Szenario 1 – Das Anspruchsniveau der Aufgabe ist für diesen Schüler in Balance mit den Möglichkeiten zur Bewältigung. In diesem Fall ist die Aufgabe subjektiv schwer, kann aber mit Anstrengung bewältigt werden. In dieser Konstellation ist der Abschluss der Aufgabe ein Erfolg. Die Aufgabe teilt dem Lernenden mit, dass er tüchtig ist (Selbstreferenz der Aufgabe). Er macht die Erfahrung, dass er sich im Unterricht keine Sorgen machen muss, was immer kommt, er wird es meistern. Dieses Szenario führt – bei längerfristigem und häufigem Auftreten – zu dem Aufbau von Erfolgszuversicht/Erleben von Selbstwirksamkeit, also zu den Grundpfeilern von Selbstvertrauen.
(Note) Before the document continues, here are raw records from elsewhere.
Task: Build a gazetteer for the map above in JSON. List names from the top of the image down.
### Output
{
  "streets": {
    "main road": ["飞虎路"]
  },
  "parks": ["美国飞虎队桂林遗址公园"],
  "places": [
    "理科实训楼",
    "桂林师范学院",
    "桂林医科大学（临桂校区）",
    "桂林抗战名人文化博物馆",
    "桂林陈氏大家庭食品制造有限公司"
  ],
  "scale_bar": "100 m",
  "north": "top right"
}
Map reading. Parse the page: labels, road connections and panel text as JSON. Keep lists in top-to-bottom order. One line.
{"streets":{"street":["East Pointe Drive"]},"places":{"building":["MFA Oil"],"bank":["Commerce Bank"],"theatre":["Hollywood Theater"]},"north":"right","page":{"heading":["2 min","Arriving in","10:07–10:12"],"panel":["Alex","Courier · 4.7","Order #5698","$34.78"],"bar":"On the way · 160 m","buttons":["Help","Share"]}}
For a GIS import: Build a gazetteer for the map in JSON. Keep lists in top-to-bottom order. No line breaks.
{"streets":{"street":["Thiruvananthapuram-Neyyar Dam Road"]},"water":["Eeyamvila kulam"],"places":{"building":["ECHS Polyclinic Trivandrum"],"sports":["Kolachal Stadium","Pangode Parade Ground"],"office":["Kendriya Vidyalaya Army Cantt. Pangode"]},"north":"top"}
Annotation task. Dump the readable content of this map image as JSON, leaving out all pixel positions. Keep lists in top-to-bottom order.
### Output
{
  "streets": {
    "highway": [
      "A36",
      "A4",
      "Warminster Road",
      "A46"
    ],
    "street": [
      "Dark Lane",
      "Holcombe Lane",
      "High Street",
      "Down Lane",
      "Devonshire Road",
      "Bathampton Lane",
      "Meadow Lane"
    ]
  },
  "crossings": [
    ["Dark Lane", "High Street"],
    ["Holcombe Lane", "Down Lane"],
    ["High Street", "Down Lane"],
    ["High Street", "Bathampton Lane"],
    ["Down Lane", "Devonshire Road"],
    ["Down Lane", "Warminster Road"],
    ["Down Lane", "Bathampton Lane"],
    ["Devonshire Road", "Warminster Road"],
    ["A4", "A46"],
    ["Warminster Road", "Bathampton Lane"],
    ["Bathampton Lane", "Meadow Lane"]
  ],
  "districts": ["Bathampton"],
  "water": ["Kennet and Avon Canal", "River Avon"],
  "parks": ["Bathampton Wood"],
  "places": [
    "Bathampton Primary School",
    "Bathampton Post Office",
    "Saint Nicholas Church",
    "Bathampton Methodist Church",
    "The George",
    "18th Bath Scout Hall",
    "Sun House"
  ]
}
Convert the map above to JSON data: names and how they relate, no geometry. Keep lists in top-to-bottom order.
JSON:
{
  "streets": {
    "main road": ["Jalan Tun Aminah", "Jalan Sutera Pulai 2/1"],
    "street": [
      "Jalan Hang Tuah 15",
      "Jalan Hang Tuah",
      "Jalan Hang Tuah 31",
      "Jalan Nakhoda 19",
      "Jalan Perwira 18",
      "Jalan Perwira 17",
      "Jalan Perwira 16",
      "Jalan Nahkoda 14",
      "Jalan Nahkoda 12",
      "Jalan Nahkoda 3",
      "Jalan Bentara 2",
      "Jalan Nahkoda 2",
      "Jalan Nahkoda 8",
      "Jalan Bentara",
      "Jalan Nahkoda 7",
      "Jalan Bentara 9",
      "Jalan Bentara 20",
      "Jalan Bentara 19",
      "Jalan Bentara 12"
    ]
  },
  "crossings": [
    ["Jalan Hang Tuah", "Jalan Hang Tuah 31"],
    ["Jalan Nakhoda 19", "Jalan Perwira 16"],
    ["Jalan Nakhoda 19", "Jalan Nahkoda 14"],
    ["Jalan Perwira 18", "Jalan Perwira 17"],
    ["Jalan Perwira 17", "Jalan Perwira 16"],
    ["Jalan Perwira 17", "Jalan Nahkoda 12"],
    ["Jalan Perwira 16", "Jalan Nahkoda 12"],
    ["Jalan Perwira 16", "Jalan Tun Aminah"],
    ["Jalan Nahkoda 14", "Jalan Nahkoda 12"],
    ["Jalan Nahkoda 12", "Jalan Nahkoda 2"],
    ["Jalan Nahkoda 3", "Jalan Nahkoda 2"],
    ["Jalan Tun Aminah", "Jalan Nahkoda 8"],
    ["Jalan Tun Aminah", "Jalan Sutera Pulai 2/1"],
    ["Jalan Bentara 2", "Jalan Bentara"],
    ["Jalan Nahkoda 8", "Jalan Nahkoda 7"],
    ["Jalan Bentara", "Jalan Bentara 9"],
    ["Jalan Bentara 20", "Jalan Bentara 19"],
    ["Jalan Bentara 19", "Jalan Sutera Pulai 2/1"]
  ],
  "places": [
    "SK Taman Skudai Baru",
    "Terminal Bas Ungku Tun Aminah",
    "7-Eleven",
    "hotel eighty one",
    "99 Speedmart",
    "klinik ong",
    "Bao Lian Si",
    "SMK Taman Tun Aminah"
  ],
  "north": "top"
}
Szenario 2 – Das Anspruchsniveau der Aufgabe ist für diesen Schüler nicht an seine Kraft zur Bewältigung angepasst. Sie ist so schwer, dass sie auch mit Anstrengung nicht bewältigt werden kann. In dieser Konstellation ist der Abschluss der Aufgabe ein Versagen. Die Aufgabe teilt dem Lernenden mit, dass er zu schwach ist. Er macht die Erfahrung, dass er, wenn er sich anstrengt, dennoch keinen Erfolg hat. Um dieser Selbstreferenz der Aufgabe zu entgehen, scheint es ihm möglicherweise besser, weil Selbstwert wahrend, garnicht erst mit der Arbeit zu beginnen, sondern die Lehrkraft zu informieren, dass er kein Interesse hat (Leistungsverweigerung). – Dieses Szenario führt in das Risiko des Selbstzweifels und der Mißerfolgsorientierung, aufgrund der Verweigerungssituation auch in Konflikte mit Lehrkräften, Eltern und Verlust von Ansehen bei Mitschülern.
Szenario 3 – Die Aufgabe ist für diesen Schüler nicht an die Kraft zur Bewältigung angepasst. Das Potenzial des Lernenden ist im Verhältnis zur Aufgabenschwierigkeit so hoch, dass er sich nicht anstrengen muss. In dieser Konstellation ist der Abschluss der Aufgabe eine belanglose Routine. Die Aufgabe teilt dem Lernenden mit, dass er im Unterricht nichts lernt, dass Unterricht also Mühe ohne Lohn verlangt und irrelevant – „langweilig“ – ist. Der Lernende lernt nicht, seine Kräfte an Herausforderungen zu steigern und zu erproben, sondern der Unterricht verweigert ihm solche Chancen. – Dieses Szenario führt – bei längerfristigem und häufigen Auftreten – zu Langeweile und Leistungsverweigerung (oppositionell oder resignativ) und nicht selten zu Leistungsversagen. Da ernsthafte Auseinandersetzung mit Schwierigkeiten nicht angeboten wird, wird das „Lernen lernen“ versäumt.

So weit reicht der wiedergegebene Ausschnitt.